Should I do chest compressions on anyone without training?

The answer is yes. You should do chest compressions on anyone who is not breathing and has no pulse, regardless of whether you have been trained in CPR. If the person is a child and in cardiac arrest, it's especially important to start doing CPR immediately because children are more likely than adults to survive cardiac arrest if the condition is treated within the first few minutes after it happens.

If you aren't sure what to do next, call 911 immediately and ask for an ambulance. The dispatcher will give instructions over the phone on how best to proceed until help arrives--and most importantly: don't stop performing chest compressions!

When is it time to call 911 or an ambulance, and what should I tell them about my loved one?

  • Call 911 or an ambulance if the person is unconscious, not breathing normally, or has no pulse.
  • Stay on the line with the dispatcher until help arrives.
  • Tell them about any medical conditions your loved one has and ask how best to protect them from further harm while waiting for help to arrive.
  • You may also want to consider moving them away from any dangerous items (such as broken glass) that could cause additional injury if stepped on by accident by another person in your home or office building during this time period while waiting for paramedics -- especially if they're outside!

Learning CPR skills could save lives in an emergency.

When you learn to perform CPR, you're giving someone who has suffered cardiac arrest or other life-threatening injuries a chance of surviving and being healthy again.

CPR can help keep blood flowing to the brain and other vital organs until emergency medical personnel arrive on the scene.

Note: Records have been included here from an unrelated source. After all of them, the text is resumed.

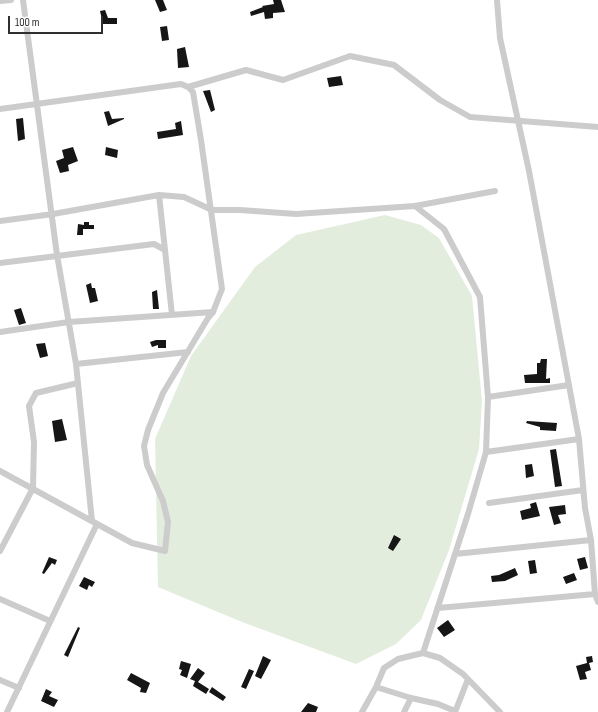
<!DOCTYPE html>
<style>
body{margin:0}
#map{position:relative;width:598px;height:712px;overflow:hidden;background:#fff;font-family:"Sofia Sans Condensed",sans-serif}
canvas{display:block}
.scale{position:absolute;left:8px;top:16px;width:95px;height:18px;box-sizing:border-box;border:2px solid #2f2f2f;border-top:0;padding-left:5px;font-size:12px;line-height:14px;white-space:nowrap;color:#2f2f2f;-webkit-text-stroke:3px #fff;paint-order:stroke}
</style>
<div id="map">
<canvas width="598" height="712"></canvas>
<div class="scale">100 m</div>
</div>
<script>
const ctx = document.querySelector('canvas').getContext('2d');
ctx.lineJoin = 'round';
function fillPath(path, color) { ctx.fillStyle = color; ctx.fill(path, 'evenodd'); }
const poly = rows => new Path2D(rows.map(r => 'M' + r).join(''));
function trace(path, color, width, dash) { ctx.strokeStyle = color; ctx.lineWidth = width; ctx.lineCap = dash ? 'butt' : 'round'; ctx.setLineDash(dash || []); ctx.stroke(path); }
fillPath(poly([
 [385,215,421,225,439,238,472,296,482,401,479,449,449,550,421,620,396,644,356,664,242,622,158,587,155,439,191,356,255,267,296,235]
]), '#e3eddd');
fillPath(poly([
 [155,0,163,0,167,10,160,12],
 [273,0,281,0,285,12,273,13,273,18,265,19,264,12,251,16,250,12,263,7,262,6,274,4],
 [105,10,108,18,117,18,117,24,103,24,100,11],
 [167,26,169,40,162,41,160,27],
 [185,47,189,67,178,68,177,49],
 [341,76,343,85,329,87,327,78],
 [210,90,215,110,211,112,203,91],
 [109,111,112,119,124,118,124,119,108,126,104,112],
 [23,118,25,139,18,141,16,119],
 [181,121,183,135,158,139,157,132,176,129,175,123],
 [73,147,78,161,68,165,69,171,60,173,56,161,64,158,62,150],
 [106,147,118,150,117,158,105,155],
 [84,222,89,222,89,225,94,225,94,229,83,229,83,235,77,235,78,224,84,225],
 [91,283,92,288,95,288,98,301,90,303,86,285],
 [157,290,159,309,153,309,152,292],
 [21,308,26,323,19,325,14,310],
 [156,340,166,340,166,348,158,348,158,345,152,347,150,342],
 [45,343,48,356,40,358,36,344],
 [541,359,547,359,546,379,550,378,550,383,525,383,524,375,537,374,537,363,540,363],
 [62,419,67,440,55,442,52,421],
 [527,421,557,423,556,431,540,430,540,427,526,423],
 [556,449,562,486,555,487,550,450],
 [532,464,534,476,526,478,525,465],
 [536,502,540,516,522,520,520,511,531,508,530,504],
 [565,505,566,514,558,515,561,523,554,525,549,507],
 [394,535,401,539,393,551,388,548],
 [49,557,57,560,55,565,52,563,44,574,42,573],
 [585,557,588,568,580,570,577,559],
 [535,560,537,573,530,574,528,561],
 [515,568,518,575,505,581,492,582,491,576,499,575],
 [574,573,577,580,566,584,563,577],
 [84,577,95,582,92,587,89,585,87,590,79,586],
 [448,620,455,630,444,637,437,628],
 [78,627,80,628,68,657,64,655],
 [263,656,271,660,261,679,255,676],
 [592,656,593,662,589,663,591,670,585,672,587,679,580,680,576,666,587,663,586,657],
 [181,661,191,664,187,678,180,675,182,670,179,669],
 [198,668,205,673,198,682,209,689,206,694,193,686,195,681,190,679],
 [249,669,254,671,246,689,241,687],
 [131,673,150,683,146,693,140,692,141,688,127,680],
 [212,687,226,697,223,701,209,692],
 [46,689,52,692,49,696,58,700,54,707,41,701],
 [308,703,318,707,316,712,301,712]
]), '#161616');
trace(poly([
 [23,0,57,255,76,364,92,521],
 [497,0,500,38,529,171,579,439,585,508,591,540,595,594,598,602],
 [0,1,11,0],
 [188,87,246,70,283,80,350,56,394,65,440,100,470,117,598,127],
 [0,109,181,84,188,87,193,92,201,140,222,289,213,312,208,318,163,393,148,430,144,446,147,465,163,501,168,522,165,551,132,543,0,471],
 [159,195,165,250],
 [415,206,444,229,480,297,488,397,486,452,468,514,423,653],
 [0,221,53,214,159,195,184,197,212,210,240,210,296,214,415,206,495,191],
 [0,263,154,244,165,250,172,315],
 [0,332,69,322,213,312],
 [76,364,188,352],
 [488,397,569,385],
 [486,452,579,439],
 [489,503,583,490],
 [0,551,33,488,34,442,29,406,36,393,78,383],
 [455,554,591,540],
 [0,599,50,621],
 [438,608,595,594],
 [0,680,19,688],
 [376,687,411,698,438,704,455,711],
 [7,712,97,524],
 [362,712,376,687,384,668,398,659,423,653,440,658,463,674,500,712],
 [404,712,411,698],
 [455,712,468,679]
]), '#ccc', 6);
</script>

By performing chest compressions on someone who's stopped breathing (or is not breathing normally), you are forcing blood back into their heart, which increases their chance of survival by 50%.

It takes less than 30 minutes to learn the basics of CPR; however, it is recommended that you take a free class at your local hospital so that they can teach you how best to practice on dummies and receive feedback on your technique before trying anything with real people! Practicing these skills regularly will make them second nature when faced with an emergency situation so there's no hesitancy when it comes time for action!


If you're looking for a way to give back to your community and help save lives, learning CPR skills is an excellent choice. You can take classes at local hospitals or community centers, and they offer free training for everyone from kids to seniors. The most important thing is that people know how to perform chest compressions on someone who's not breathing normally--and that means everyone should learn the basics!